Voted "Yes" Blunt voted in support of Cruz Amdt. No. 30 - To prohibit the use of funds to carry out the Patient Protection and Affordable Care Act. The amendment failed in the Senate by a vote of 45-52 on March 13, 2013. The purpose of the amendment was to block funding for the healthcare program. Voting was split along party lines.[15]

Social issues

Expanded background checks on gun sales

Voted "No" Blunt voted in opposition of Manchin Amdt. No. 715 - To protect Second Amendment rights, ensure that all individuals who should be prohibited from buying a firearm are listed in the National Instant Criminal Background Check System, and provide a responsible and consistent background check process. The amendment failed in the Senate by a vote of 54-46 on April 17, 2013. The purpose of the amendment was to extend background checks for gun sales to gun shows and internet sales. Five democrats voted in opposition of the amendment, while four republicans supported it.[16]

Assault weapon ban

Voted "No" Blunt voted in opposition of Feinstein Amdt. No. 711 - To regulate assault weapons, to ensure that the right to keep and bear arms is not unlimited, and for other purposes. The purpose of the bill was to ban the future sale, manufacturing and possession of assault weapons. The amendment failed in the Senate by a vote of 40-60 on April 17, 2013. One republican voted in support of the amendment while fifteen democrats voted in opposition.[17]

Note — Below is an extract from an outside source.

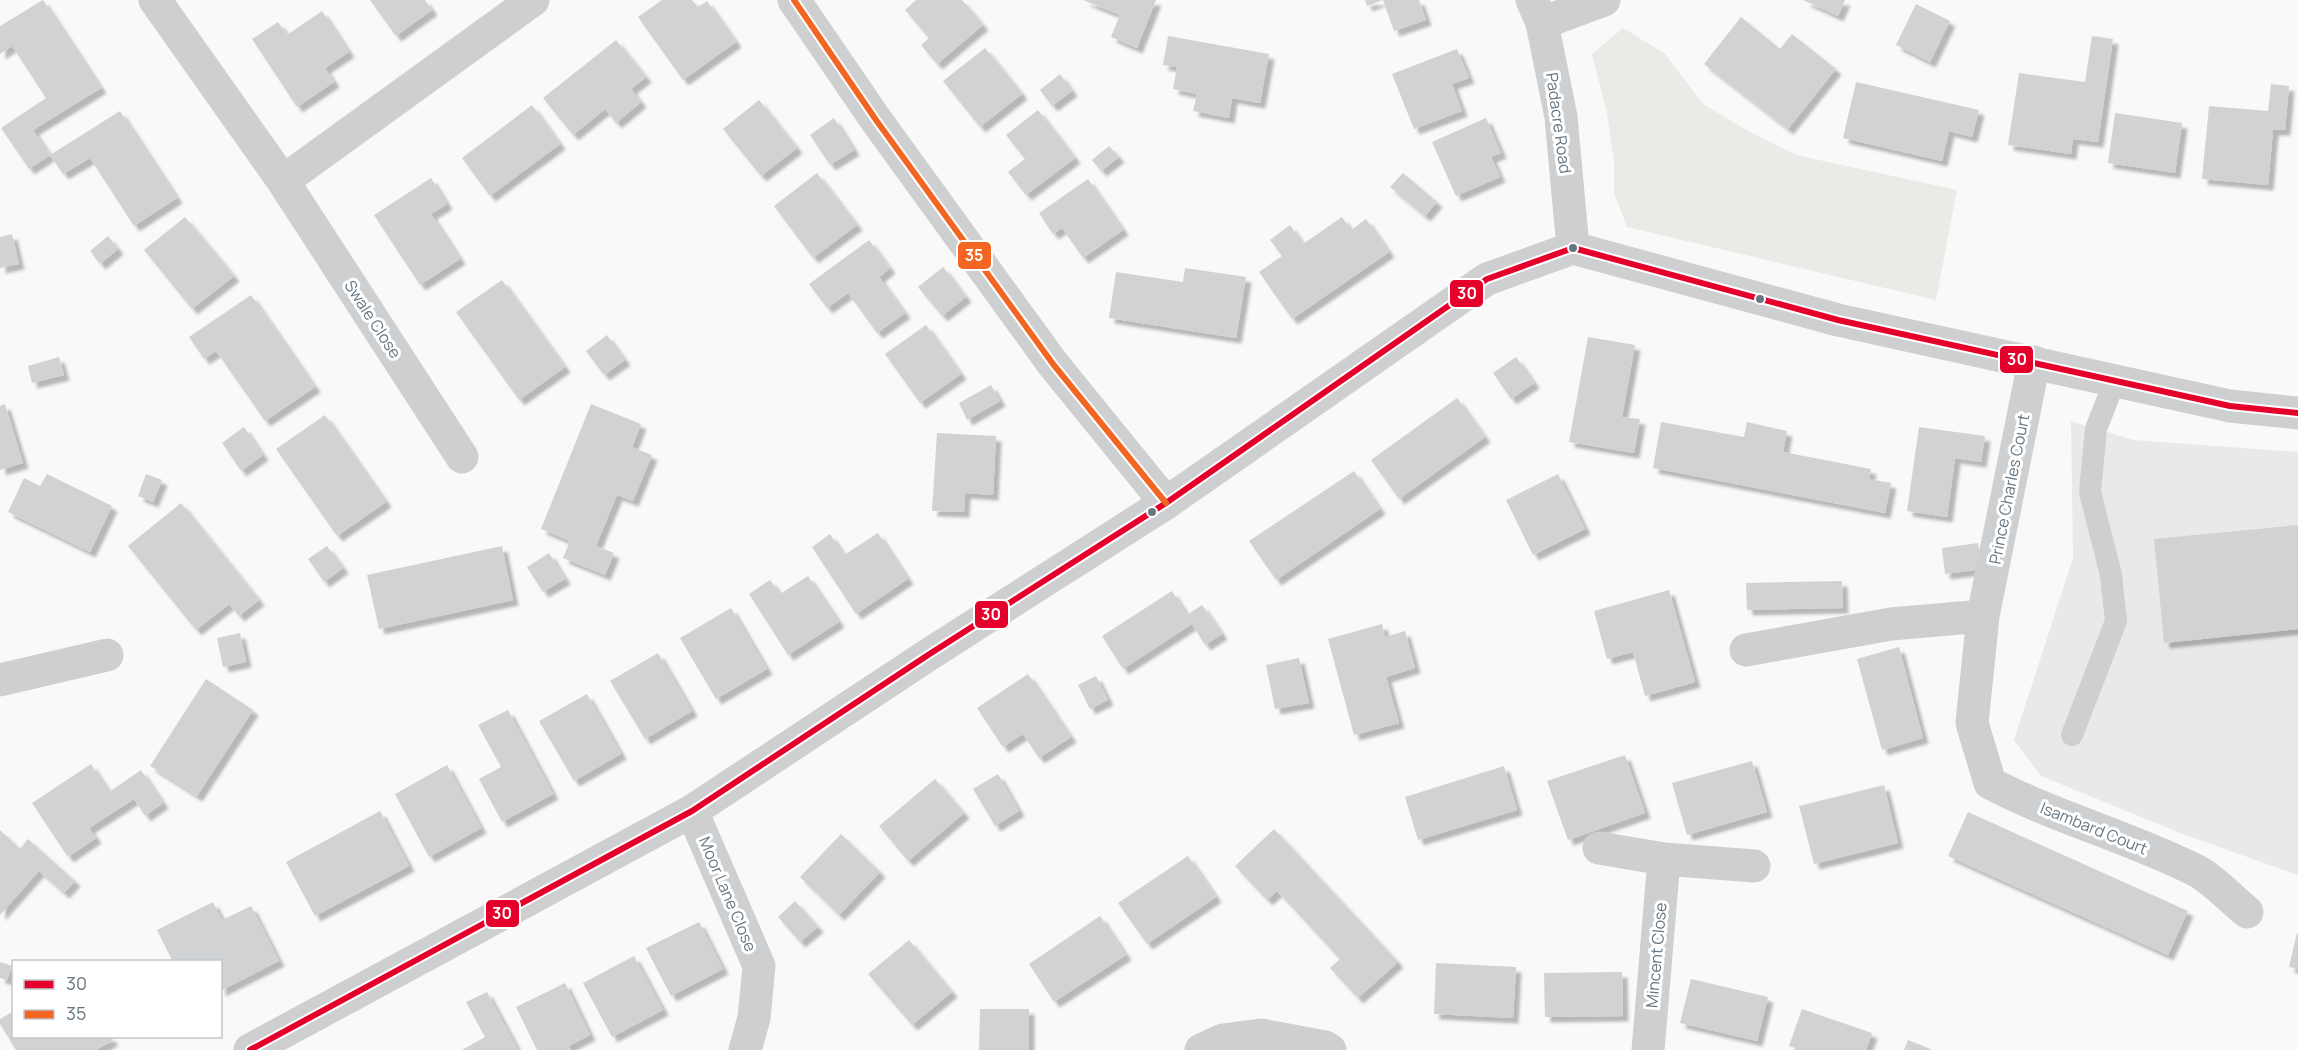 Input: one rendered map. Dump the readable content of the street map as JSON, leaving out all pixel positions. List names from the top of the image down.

Violence Against Women Reauthorization Act of 2013

Voted "No" Blunt voted in opposition of S 47 - A bill to reauthorize the Violence Against Women Act of 1994. The bill was passed in the Senate by a vote of 78-22 on February 12, 2013. The purpose of the bill was to combat violence against women, from domestic violence to international trafficking in persons. All 22 dissenting votes were cast by Republicans.[18]

Presidential preference

2012

See also: Endorsements by state officials of presidential candidates in the 2012 election

Roy Blunt endorsed Mitt Romney in the 2012 presidential election. [19]

Political positions

Drones filibuster

See also: Rand Paul filibuster of John Brennan's CIA Nomination in March 2013

On March 6, 2013, Senator Rand Paul (R) led a 13-hour filibuster of President Obama's CIA Director nominee, John Brennan. Paul started the filibuster in order to highlight his concerns about the administration's drone policies. In particular, Paul said he was concerned about whether a drone could be used to kill an American citizen within the United States border, without any due process involved. Paul and other civil liberties activists criticized President Obama for not offering a clear response to the question. A total of 14 senators joined Paul in the filibuster -- 13 Republicans and one Democrat.[20][21][22]

According to the website Breitbart, Blunt was one of 30 Republican senators who did not support the filibuster.[23][24]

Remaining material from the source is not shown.